Gerbils are mature and able to breed at just 2 to 3 months old. Typically, females mature about a month faster than males. Once mated together gerbils are paired for life. They are monogamous animals.
Once pregnant, a female gerbil may not show signs for up to 24 days. She may continue to remain active, eat, mate, and act as if everything is normal. It’s not until a few days before giving birth that she will start to show. This is extremely inconvenient and can come as a shock to new gerbil owners.
Females will be ready to give birth as soon as 3 weeks after becoming pregnant. Females are immediately able to mate and become pregnant after giving birth. With a typical litter of 6 pups per pregnancy, they reproduce at a rapid rate.
After giving birth the mother will usually create a nest in the corner of the cage. Any elevated areas should be removed to prevent the babies from falling. Gerbils are born blind and deaf and need their mother for the first 4 to 5 weeks of life. Around day 10 is when the gerbil pups will begin to show signs of fur growth.
How To Tell If A Gerbal Is a Male or Female
You can check the sex of a gerbil by checking between its hind legs. There will be two bumps from the urethra and anus.
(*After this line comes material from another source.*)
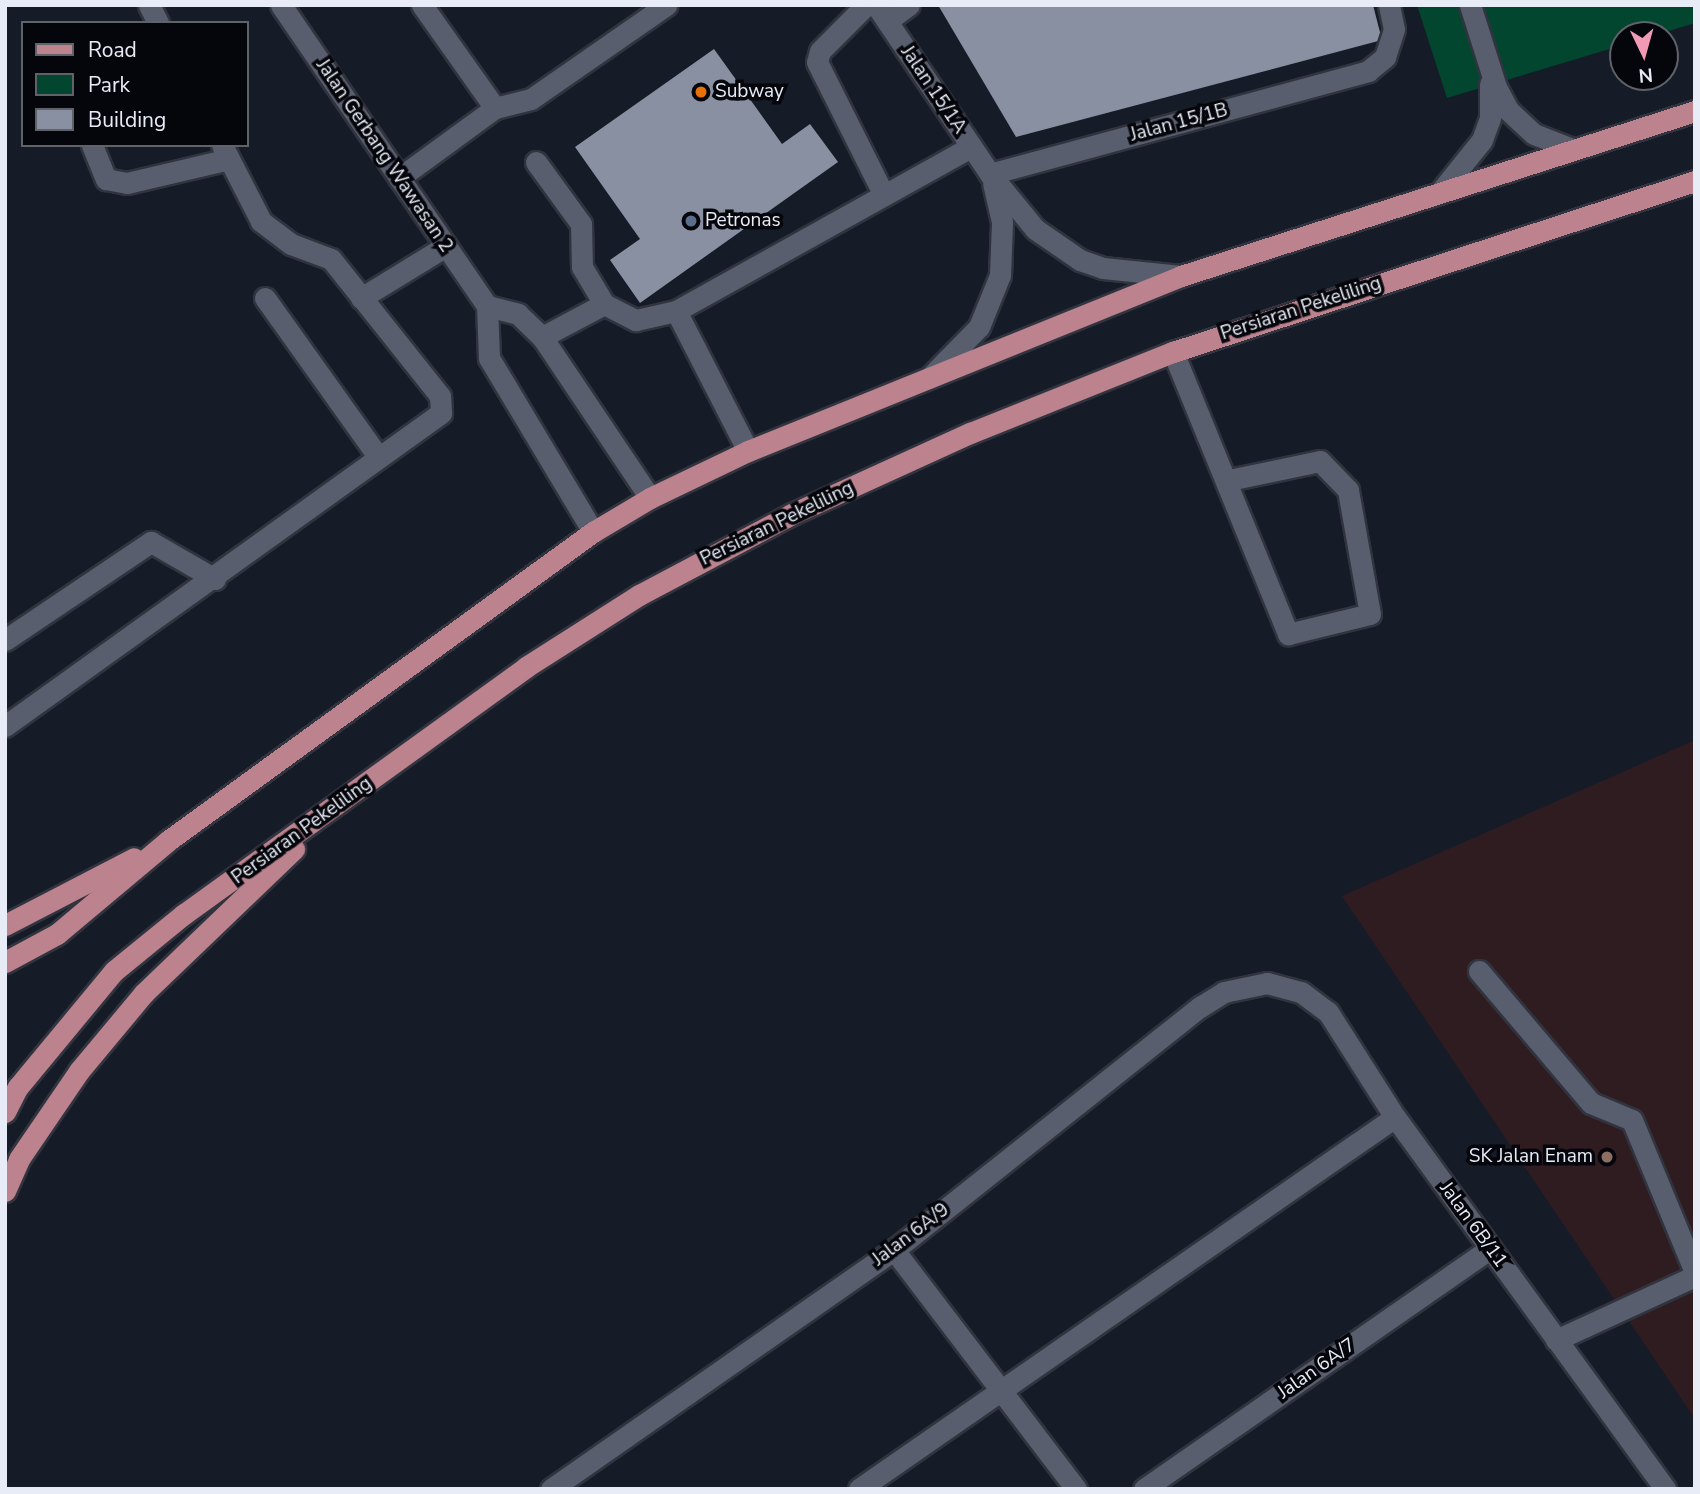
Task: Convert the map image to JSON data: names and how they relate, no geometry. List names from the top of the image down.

A female will have these bumps a closer distance together while a male will have them spaced out about half an inch. You should also be able to see signs of the male’s scrotum.
Are Gerbils Good Family Pets?
Gerbils are popular pets in the United States and around the world. Gerbils are friendly, like to be held, and don’t bite often. This makes them great family pets, especially as first-time pets for children over 10 years of age. Caring for a gerbil requires a level of responsibility, and animal care can teach kids valuable life lessons.
If held and exposed to touch at an early age, gerbils love to be around humans. They can be high energy and enjoy social interaction and stimulation. For this reason, many people buy plastic balls that let them walk around the house while offering them a bubble of protection.
Should I buy more than one Gerbil?
Yes. Gerbils are very social animals. They prefer to be in the company of other gerbils and without social interaction can become lonely, fall into depression, and have behavior problems. Like humans, animals have emotional needs, and this particular rodent thrives in a community.
If you are looking to buy a gerbil you should get a pair. If you are going to get a male and a female be sure to have the male neutered. I can tell you from personal experience that having them breed together and produce babies is something to avoid at all costs. It has horrors that can go along with the experience. Just trust me, and get your male neutered.
How Long Do Gerbils Live?
In this article, we went over the average gerbil’s life span, health issues that could factor into their lifespan, proper gerbil nutrition, and related information that should help you understand more about gerbils.